My Marathon Training Program (I should follow Hal Higdon)
I remember last December starting to train for the Marathon. I was running less than 30Miles/week and decided to increase my mileage by 10% per week and my long run by 1mile per week, until my long runs would reach 20Miles (or 32Kms, minimum required to finish the Marathon) and my weekly mileage to reach 50MPW. However when I reached 44Miles/week (70Kms/wk) and a long run of only 12Miles, I felt awful so I double checked the my book “Marathon” written by the famous Hal Higdon. I was surprised my weekly mileage was too high compared to his training program on the same long run. For example, when I did the 12Mile long run, my mileage was 44MPW, when Hal’s program was only 30MPW. I was running 14Miles longer per week, or 46.67% more than I should be, so that explained why I felt so tired. Now I’ve followed his program for 3weeks and I’ve reached 15 Miles of Long run with only 35MPW, I felt better. I’m now resting while I write this blog, but I can’t wait to run again tomorrow morning.

 
 
 
Comments (3)


Its your discipline that will bring you there. Just follow your program and you’ll be surprised then. Keep up the good work.
>Thank you master.
I used Hal Higdon’s routine for my first marathon. I will be running my second tomorrow also using a routine I used from his website. The beginner was a great confidence builder, ditto with his intermediate plan. His routines works, most of the problem came from user error he he!
Good luck!
>Thanks bro! Good luck with your second marathon tomorrow! I guess you would probably smash your first marathon time. About the problem coming from the user —> I could be guilty of this. I never followed the “step-back” of long runs for every third week. I kept it rising for 1mile per week for several weeks now until I have reached 16miles today.
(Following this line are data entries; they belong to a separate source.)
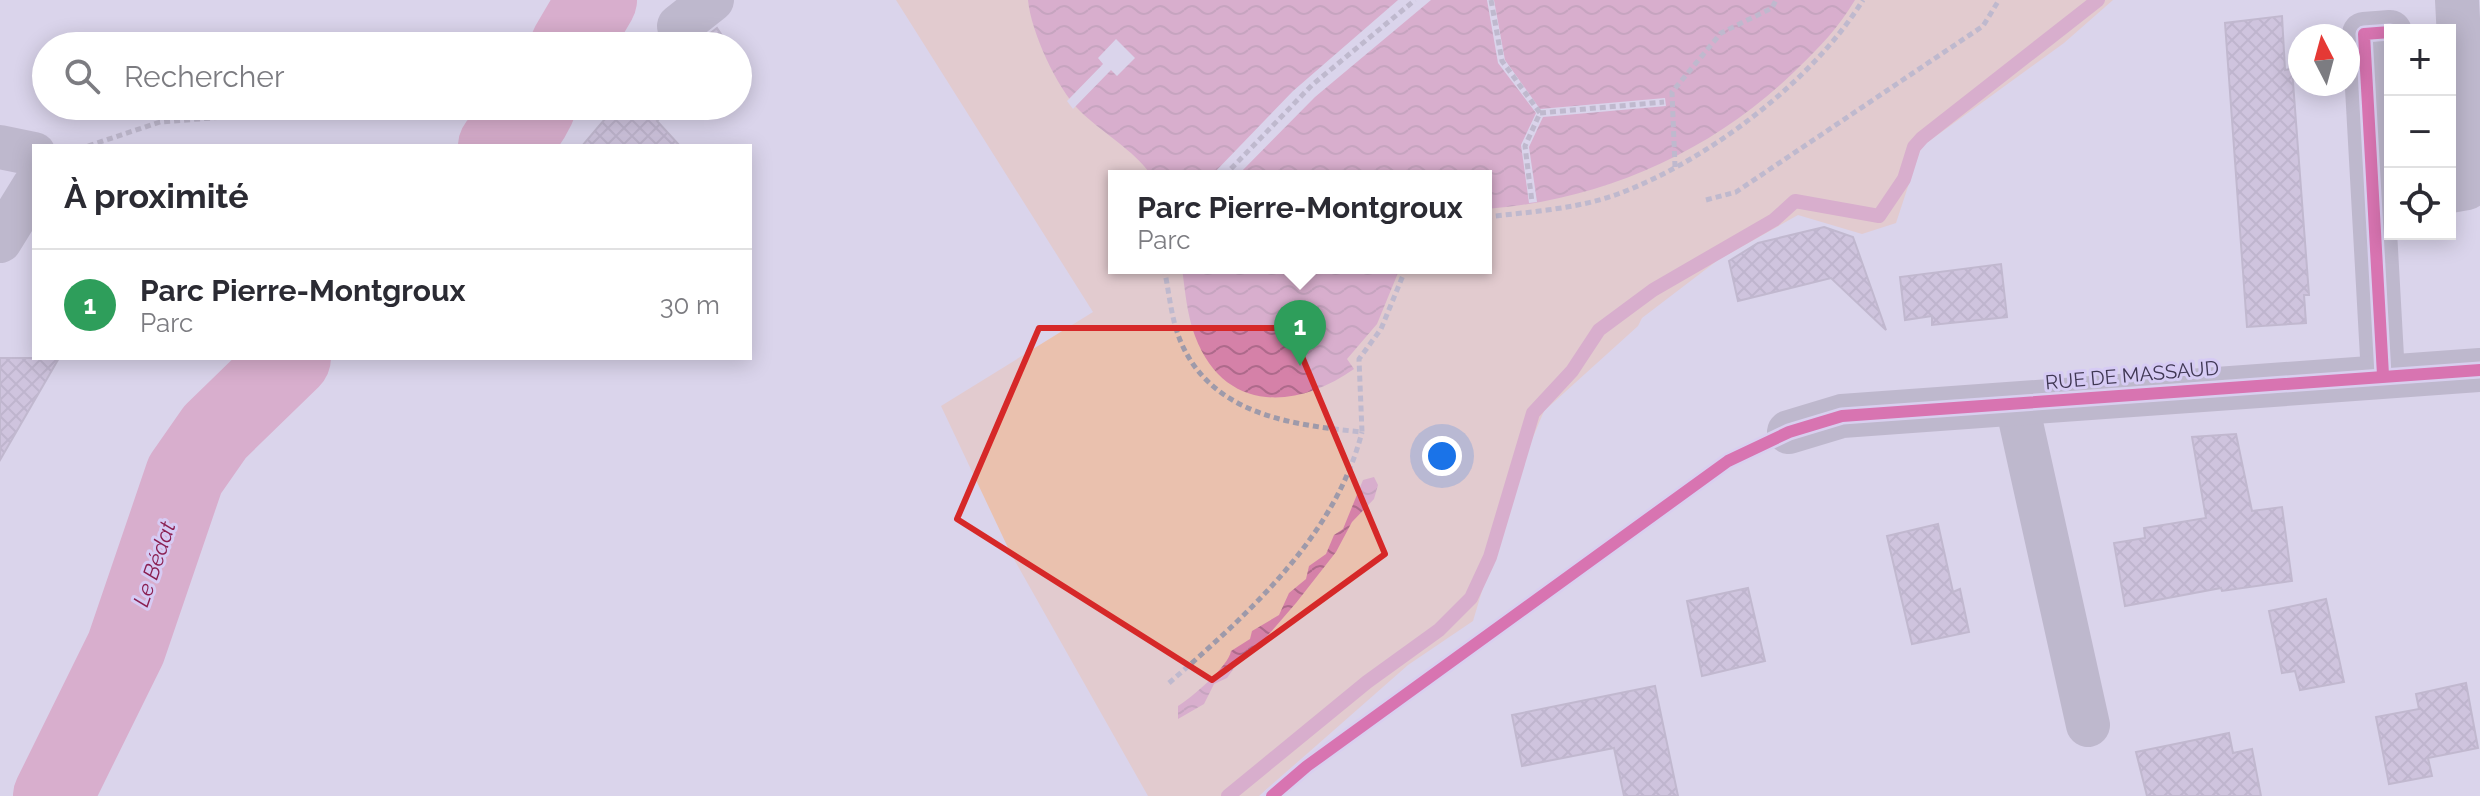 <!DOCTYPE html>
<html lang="fr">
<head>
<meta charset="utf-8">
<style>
	body { margin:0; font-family:Raleway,sans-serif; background:#f7f7f7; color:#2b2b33 }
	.controls { position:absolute; right:24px; top:24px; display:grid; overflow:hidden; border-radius:0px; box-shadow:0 4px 20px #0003 }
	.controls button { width:72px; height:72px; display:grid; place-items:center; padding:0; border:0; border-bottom:2px solid #e1e1e2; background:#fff; color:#2b2b33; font:40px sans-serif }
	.compass { position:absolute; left:2288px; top:24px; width:72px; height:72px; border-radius:50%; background:#fff; box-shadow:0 4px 20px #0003; rotate:354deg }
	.you { position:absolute; left:1442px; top:456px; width:28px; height:28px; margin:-20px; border:6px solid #fff; border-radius:50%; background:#1a73e8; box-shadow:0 0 0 12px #1a73e833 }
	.badge { display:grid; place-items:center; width:52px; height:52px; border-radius:50%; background:#b45309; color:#fff; font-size:26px; font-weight:700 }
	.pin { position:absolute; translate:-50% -66px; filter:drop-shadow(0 2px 4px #0008) }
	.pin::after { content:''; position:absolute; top:42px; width:28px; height:24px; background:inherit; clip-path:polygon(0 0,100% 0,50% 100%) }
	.popup { position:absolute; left:1108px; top:170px; width:384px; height:104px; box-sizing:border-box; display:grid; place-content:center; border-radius:0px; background:#fff; filter:drop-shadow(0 2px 6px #0005); font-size:26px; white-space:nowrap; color:#7c7c81 }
	.popup b { font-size:30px; color:#2b2b33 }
	.popup::after { content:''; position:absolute; left:50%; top:100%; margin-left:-16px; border:16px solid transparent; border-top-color:#fff }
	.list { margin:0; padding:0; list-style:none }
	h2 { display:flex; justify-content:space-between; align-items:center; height:104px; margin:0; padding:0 32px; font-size:34px }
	h2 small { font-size:26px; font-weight:400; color:#7c7c81 }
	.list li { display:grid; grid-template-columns:52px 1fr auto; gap:24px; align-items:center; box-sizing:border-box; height:112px; padding:0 32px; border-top:2px solid #e1e1e2 }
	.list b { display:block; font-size:30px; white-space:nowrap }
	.list p { margin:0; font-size:26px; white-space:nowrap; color:#7c7c81 }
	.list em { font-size:26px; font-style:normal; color:#7c7c81 }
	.icon { flex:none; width:44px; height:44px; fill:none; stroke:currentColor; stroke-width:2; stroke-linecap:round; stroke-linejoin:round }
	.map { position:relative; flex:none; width:2480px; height:796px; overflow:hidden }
	.search { position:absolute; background:#fff; box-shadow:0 4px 20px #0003; left:32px; top:32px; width:720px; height:88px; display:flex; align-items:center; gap:20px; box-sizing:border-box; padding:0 28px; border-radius:44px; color:#7c7c81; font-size:30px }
	.panel { position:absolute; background:#fff; box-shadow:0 4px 20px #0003; left:32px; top:144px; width:720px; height:216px; border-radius:0px }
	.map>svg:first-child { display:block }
	.green { fill:#eac1ae; fill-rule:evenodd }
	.water { fill:url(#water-waves) }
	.pier { fill:#dad4eb }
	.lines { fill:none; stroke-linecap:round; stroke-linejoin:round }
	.stream { stroke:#d581a8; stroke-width:14 }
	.river { stroke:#d581a8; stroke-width:80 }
	.building { fill:url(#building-cross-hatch); stroke:#a298ad; stroke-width:2 }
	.path { stroke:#9e9aaa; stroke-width:5; stroke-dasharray:6 4; stroke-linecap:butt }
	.minor { stroke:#9c97a9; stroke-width:44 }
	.cycleway-casing { stroke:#d6cbf4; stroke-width:17 }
	.cycleway { stroke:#d6006c; stroke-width:12 }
	.marked { fill:none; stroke:#d62828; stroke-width:6; stroke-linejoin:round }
	.labels { text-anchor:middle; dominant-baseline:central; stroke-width:6; stroke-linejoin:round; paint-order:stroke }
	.street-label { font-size:20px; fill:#3f3753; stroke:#d6cbf4 }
	.water-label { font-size:22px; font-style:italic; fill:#8a1f51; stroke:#d6cbf4 }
</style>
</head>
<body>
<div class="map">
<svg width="2480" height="796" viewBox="0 0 2480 796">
	<defs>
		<pattern id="water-waves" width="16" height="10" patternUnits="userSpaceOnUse" patternTransform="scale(2)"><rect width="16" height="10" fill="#d581a8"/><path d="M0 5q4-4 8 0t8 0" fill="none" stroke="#ae6a8b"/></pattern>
		<pattern id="building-cross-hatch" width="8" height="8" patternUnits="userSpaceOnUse" patternTransform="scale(2)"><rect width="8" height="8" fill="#c1b1ce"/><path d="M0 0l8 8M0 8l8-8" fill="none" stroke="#9e91aa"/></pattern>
	</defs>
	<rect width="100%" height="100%" fill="#dad4eb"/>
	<path class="green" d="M896,0H2113L2064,43L1921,147L1896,223L1862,234L1798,215L1718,260L1642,318L1638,326L1544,411L1516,477L1473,621L1408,665L1259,796H1148L1011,554L941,406L1093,312ZM1114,176H1486V268H1114Z"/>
	<g class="water">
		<path d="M1028,0H1855C1839,27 1819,48 1796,70C1712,152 1603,200 1486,209V176H1152C1132,148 1103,134 1079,110C1057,88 1031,32 1028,0Z"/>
		<path d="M1182,268H1400L1377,324L1347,359L1354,369C1296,410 1224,413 1195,336C1187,315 1185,290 1182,268Z"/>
		<path d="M1374,477L1378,485L1374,499L1352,522L1336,552L1296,603L1256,649L1244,654L1227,678L1214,684L1204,704L1178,719V706C1191,698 1229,666 1231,651L1250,639L1252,631L1279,615L1289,593L1306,579L1309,566L1326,554L1334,535L1343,529L1363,480Z"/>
	</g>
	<g class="pier">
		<path d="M1398,0H1431L1315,97L1237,176H1211L1293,91Z"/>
		<path d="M1487,0H1494L1505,60L1540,109L1665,98L1666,106L1543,117L1529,147L1537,202L1529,203L1521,145L1536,113L1498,63Z"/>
		<path d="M1116,39L1135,58L1117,76L1111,70L1073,109L1067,101L1103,64L1098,58Z"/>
	</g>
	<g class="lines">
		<path class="stream" d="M1228,796L1367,682L1439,630L1471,598L1490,557L1533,413L1572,371L1599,330L1653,290L1774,220L1795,201L1879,216L1904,179L1914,147L1922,138L2098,0"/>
		<g class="river">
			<path d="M570,46L597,0"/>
			<path d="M498,146L529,119L536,106"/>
			<path d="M53,796L126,648L185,475L215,432L291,358"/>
		</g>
	</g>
	<g class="building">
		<path d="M2282,16L2285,70L2292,69L2309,295H2304L2306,323L2247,327L2225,23Z"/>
		<path d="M717,28L729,46H694Z"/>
		<path d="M616,106H673L657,121L680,146H582Z"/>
		<path d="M1824,227L1853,237L1886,330L1831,278L1738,301L1729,261L1758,243Z"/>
		<path d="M2001,264L2007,317L1932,325V316L1905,320L1900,277Z"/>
		<path d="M0,358H59L0,460Z"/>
		<path d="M2236,434L2252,511L2282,507L2292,581L2222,591L2221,588L2125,606L2114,543L2145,538L2144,528L2206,518L2192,437Z"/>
		<path d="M1938,524L1953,592L1960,589L1969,632L1912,644L1887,536Z"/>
		<path d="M1748,588L1765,661L1702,676L1687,601Z"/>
		<path d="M2326,599L2344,682L2300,690L2295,671L2282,673L2269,611Z"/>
		<path d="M2466,683L2478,748L2428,758L2432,776L2389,784L2376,717L2419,709L2416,694Z"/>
		<path d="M1655,686L1678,796H1624L1614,748L1522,766L1512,715Z"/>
		<path d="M2229,733L2233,753L2252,749L2261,796H2147L2136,752Z"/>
	</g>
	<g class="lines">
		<g class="path">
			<path d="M1491,0L1502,61L1540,113L1525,146L1532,202"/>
			<path d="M1540,113L1664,102"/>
			<path d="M88,146L160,122L367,106"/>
			<path d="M1675,167L1672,92L1721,33L1772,8L1776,0"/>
			<path d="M1224,176L1312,85L1415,0"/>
			<path d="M1706,200L1736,192L1983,26L1999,0"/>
			<path d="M1486,217C1529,212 1577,209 1618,194C1707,161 1813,81 1863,0"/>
			<path d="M1164,268C1169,291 1171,318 1180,340C1211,415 1292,425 1362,432L1359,359L1381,329L1406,268"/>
			<path d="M1169,683C1248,614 1335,537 1362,432"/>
		</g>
		<g class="minor">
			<path d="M679,26L712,0"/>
			<path d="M0,147L34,154"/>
			<path d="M2450,191L2467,188L2457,0"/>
			<path d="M0,241L34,186"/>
			<path d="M2383,375L2364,34L2390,32"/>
			<path d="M2017,405L2088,725"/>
			<path d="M1789,432L1842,416L2480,370"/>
		</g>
		<g class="cycleway-casing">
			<g id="cycleway">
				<path d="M2383,375L2364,34L2390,32"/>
				<path d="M1272,796L1307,766L1728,461L1789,432L1842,416L2480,370"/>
			</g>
		</g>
		<use href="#cycleway" class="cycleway"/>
	</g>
	<path d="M0 0H2480V796H0ZM1039,328H1290L1385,554L1212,680L957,519Z" fill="#dad4eb" fill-opacity=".55" fill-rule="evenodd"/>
	<path class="marked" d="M1039,328H1290L1385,554L1212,680L957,519Z"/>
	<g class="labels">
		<g class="street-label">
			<text transform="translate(2132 375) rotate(-5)">RUE DE MASSAUD</text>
		</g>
		<g class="water-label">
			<text transform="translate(154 564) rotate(-71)">Le Bédat</text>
		</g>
	</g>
</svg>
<div class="controls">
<button>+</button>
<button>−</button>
<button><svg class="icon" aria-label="locate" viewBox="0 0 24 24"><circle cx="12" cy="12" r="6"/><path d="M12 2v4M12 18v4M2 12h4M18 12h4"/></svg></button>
</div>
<svg class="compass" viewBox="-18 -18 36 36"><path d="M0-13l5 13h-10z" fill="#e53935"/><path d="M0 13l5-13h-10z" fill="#7c7c81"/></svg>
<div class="you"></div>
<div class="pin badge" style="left:1300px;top:366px;background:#2e9e5b">1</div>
<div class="popup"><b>Parc Pierre-Montgroux</b>Parc</div>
<div class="search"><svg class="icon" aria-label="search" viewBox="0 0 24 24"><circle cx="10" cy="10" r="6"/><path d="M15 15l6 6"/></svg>Rechercher</div>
<section class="panel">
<h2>À proximité<small></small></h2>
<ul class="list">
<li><span class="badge" style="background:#2e9e5b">1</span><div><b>Parc Pierre-Montgroux</b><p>Parc</p></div><em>30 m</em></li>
</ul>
</section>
</div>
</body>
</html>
Is this bad?
It could be and you are risking yourself of overuse injury. Higdon designed it for gradual increase to prevent injury. He even cautioned everyone to taper down in the latter months kasi most people will be over excited to recover before the race. Good luck.
I’ll be using his post marathon routine for the next month.
>Ok sir, I will follow this. I’ll lower my long-run this week down to 12miles instead of 17 miles.